Collected data entries:
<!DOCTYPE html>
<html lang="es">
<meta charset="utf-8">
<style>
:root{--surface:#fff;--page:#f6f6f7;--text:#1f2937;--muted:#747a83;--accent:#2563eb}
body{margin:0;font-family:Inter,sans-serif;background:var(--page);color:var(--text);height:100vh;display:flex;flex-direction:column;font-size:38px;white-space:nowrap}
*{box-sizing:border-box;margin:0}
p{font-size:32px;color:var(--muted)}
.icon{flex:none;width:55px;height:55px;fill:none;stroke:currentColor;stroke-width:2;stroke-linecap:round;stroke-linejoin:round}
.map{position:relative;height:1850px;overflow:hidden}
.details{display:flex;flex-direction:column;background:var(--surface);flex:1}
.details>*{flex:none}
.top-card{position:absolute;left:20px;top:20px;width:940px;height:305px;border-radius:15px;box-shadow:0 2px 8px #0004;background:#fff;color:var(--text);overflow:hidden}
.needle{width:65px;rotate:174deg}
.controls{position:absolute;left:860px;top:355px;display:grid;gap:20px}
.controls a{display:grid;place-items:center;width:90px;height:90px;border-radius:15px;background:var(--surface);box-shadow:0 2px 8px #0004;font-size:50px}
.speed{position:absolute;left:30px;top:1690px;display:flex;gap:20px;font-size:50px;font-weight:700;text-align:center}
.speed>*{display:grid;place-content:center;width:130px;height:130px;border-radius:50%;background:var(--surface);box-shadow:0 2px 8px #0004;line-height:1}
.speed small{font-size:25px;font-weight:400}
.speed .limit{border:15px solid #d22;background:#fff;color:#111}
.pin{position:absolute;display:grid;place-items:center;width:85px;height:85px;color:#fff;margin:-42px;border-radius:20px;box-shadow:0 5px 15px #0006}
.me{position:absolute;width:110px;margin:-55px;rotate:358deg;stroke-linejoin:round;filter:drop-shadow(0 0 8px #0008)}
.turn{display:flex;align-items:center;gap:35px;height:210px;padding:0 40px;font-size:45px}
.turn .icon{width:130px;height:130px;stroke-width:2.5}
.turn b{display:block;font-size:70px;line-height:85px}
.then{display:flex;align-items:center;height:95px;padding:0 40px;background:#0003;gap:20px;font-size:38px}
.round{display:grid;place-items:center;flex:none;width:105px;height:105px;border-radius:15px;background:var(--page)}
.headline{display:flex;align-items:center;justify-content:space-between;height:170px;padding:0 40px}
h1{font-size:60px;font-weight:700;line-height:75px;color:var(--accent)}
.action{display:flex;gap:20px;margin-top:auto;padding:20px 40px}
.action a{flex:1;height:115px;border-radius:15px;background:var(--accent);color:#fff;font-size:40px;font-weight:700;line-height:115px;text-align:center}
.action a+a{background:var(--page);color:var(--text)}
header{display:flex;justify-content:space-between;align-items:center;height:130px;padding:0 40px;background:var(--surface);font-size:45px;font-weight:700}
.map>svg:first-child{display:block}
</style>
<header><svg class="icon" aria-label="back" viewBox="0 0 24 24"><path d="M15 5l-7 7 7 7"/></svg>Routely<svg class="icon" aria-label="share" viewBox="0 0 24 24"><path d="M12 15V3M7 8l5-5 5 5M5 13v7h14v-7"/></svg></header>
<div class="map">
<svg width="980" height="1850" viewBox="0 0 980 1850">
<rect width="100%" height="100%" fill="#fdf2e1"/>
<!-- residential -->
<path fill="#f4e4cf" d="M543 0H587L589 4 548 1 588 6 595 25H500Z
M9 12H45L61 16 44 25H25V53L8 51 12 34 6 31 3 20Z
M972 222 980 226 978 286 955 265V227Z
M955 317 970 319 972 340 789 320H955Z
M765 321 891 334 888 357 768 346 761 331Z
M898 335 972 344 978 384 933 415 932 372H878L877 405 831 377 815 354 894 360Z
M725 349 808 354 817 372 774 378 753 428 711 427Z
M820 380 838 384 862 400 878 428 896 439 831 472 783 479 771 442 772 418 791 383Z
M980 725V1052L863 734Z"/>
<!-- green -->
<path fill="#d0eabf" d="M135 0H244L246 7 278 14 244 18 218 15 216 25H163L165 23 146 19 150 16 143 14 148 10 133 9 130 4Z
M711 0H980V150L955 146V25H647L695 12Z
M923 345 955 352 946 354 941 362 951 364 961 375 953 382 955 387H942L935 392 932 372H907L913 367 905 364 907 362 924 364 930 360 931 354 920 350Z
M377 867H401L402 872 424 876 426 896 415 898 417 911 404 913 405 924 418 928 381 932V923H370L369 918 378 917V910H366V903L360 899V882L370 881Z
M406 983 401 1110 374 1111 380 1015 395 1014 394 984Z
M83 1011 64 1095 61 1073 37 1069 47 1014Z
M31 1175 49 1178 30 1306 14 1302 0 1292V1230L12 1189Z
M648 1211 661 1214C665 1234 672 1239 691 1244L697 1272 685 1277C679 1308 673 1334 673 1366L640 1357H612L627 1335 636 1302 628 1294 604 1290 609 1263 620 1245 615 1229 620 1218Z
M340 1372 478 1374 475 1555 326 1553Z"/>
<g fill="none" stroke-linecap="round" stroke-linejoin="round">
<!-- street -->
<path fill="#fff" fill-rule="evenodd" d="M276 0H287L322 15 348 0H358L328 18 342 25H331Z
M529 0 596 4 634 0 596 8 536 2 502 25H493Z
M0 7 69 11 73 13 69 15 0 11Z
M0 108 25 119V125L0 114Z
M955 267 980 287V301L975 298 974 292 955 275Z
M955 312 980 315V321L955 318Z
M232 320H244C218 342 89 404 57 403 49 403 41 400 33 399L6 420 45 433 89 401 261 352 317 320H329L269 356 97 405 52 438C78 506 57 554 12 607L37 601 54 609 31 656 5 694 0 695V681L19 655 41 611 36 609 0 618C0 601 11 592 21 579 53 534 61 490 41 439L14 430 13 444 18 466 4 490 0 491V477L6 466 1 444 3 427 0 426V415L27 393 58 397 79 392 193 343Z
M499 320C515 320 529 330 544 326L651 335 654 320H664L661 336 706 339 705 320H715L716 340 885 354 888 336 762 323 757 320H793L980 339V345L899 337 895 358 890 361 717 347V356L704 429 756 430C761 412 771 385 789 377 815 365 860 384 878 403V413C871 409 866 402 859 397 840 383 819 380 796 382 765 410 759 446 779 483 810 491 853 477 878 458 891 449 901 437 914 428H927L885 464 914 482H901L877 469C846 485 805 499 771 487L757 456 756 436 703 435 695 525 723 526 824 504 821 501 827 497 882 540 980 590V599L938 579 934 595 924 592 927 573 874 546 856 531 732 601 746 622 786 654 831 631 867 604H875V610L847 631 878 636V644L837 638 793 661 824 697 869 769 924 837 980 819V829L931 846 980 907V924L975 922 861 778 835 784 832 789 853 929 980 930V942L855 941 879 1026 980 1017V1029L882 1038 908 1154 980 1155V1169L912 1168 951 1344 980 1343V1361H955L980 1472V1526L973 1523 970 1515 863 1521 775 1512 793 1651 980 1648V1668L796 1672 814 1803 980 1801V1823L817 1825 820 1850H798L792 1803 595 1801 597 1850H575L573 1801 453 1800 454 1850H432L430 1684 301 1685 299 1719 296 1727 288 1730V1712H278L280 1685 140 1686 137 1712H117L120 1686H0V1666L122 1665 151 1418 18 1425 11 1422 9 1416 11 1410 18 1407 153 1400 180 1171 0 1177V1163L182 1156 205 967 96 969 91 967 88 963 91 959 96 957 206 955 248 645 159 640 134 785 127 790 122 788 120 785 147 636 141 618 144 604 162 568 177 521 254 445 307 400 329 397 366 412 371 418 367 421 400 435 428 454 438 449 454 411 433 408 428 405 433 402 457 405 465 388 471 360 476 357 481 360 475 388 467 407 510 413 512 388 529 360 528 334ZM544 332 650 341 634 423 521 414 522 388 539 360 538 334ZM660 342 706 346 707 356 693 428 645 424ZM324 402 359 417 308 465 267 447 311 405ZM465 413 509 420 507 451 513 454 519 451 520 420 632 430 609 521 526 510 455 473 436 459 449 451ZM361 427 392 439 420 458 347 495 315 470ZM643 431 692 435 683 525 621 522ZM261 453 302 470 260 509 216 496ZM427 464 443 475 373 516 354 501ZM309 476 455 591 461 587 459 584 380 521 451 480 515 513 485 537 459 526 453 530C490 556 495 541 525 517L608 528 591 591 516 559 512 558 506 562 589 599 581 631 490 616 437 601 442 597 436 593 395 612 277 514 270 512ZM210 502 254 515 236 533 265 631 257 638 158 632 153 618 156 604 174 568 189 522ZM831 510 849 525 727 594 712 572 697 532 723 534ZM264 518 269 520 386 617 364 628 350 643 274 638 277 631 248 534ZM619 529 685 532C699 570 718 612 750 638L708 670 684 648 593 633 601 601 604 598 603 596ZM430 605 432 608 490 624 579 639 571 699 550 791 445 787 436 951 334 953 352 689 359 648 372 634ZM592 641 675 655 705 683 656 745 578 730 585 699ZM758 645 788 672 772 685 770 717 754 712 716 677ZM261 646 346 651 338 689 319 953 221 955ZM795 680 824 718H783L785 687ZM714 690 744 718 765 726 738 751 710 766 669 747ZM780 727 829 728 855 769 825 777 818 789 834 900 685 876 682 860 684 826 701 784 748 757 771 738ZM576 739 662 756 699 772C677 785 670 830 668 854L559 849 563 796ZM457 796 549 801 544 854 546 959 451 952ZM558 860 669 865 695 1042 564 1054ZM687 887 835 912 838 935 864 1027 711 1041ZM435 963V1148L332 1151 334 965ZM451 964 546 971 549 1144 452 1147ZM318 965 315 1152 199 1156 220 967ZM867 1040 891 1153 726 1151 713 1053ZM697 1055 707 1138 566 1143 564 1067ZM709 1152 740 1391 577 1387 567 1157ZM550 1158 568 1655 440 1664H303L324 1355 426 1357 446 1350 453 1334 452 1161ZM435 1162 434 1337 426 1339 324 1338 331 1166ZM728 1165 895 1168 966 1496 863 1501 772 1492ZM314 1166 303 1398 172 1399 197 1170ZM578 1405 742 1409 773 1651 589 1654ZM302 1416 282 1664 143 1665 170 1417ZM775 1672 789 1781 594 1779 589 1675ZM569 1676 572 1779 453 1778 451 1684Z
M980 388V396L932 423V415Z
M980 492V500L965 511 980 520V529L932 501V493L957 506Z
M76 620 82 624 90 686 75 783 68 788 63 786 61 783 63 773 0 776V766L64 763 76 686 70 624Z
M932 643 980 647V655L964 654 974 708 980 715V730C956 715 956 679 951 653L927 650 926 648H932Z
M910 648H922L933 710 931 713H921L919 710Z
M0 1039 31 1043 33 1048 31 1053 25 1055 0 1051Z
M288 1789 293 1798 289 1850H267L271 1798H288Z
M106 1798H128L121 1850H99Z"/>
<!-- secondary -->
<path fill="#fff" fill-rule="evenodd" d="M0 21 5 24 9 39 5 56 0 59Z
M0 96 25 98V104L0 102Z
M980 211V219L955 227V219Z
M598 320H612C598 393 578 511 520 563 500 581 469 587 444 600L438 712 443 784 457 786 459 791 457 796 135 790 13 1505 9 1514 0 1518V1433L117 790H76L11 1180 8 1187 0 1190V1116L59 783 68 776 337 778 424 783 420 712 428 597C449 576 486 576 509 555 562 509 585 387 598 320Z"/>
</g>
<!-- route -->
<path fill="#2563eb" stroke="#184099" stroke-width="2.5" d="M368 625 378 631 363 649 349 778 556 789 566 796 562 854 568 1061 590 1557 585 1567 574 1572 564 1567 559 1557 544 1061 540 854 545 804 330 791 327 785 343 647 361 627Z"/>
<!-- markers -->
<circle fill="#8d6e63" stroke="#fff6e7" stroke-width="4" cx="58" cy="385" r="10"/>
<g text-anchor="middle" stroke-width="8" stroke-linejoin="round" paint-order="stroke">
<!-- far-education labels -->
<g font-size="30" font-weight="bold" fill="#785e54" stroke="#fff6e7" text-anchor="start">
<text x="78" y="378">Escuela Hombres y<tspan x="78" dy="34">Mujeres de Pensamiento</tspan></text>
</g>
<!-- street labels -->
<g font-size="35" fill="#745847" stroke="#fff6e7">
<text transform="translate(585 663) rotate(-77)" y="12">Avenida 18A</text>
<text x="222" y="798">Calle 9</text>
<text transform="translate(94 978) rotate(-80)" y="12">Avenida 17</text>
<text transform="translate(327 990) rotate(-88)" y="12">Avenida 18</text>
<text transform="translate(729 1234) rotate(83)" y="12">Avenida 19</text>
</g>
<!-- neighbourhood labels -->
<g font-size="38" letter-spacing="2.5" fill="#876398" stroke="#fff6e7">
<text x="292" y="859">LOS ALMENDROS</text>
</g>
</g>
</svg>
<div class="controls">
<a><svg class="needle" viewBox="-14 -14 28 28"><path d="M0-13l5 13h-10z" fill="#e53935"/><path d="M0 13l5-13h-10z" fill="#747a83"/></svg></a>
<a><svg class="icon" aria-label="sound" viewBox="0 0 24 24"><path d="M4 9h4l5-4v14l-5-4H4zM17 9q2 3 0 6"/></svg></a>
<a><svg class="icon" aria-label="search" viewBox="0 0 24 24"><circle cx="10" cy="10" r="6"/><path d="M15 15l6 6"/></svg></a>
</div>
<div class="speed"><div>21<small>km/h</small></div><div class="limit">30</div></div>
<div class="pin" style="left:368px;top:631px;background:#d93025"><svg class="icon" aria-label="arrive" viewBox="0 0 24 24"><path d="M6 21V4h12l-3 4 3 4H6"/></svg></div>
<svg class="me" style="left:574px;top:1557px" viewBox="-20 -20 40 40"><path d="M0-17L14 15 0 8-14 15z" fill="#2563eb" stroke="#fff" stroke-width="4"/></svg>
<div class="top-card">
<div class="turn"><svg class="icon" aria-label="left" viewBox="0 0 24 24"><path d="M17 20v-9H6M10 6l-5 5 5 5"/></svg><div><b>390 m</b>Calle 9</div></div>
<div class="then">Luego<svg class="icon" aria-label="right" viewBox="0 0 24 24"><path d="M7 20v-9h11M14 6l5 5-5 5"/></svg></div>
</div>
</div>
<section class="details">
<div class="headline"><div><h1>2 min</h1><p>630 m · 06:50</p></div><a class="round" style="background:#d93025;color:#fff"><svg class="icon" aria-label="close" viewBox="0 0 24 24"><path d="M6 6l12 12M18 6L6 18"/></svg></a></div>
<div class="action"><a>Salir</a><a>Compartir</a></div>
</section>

Task to complete: Pull out the lines above in which the word "small" appears.

Task result:
.speed small{font-size:25px;font-weight:400}
<div class="speed"><div>21<small>km/h</small></div><div class="limit">30</div></div>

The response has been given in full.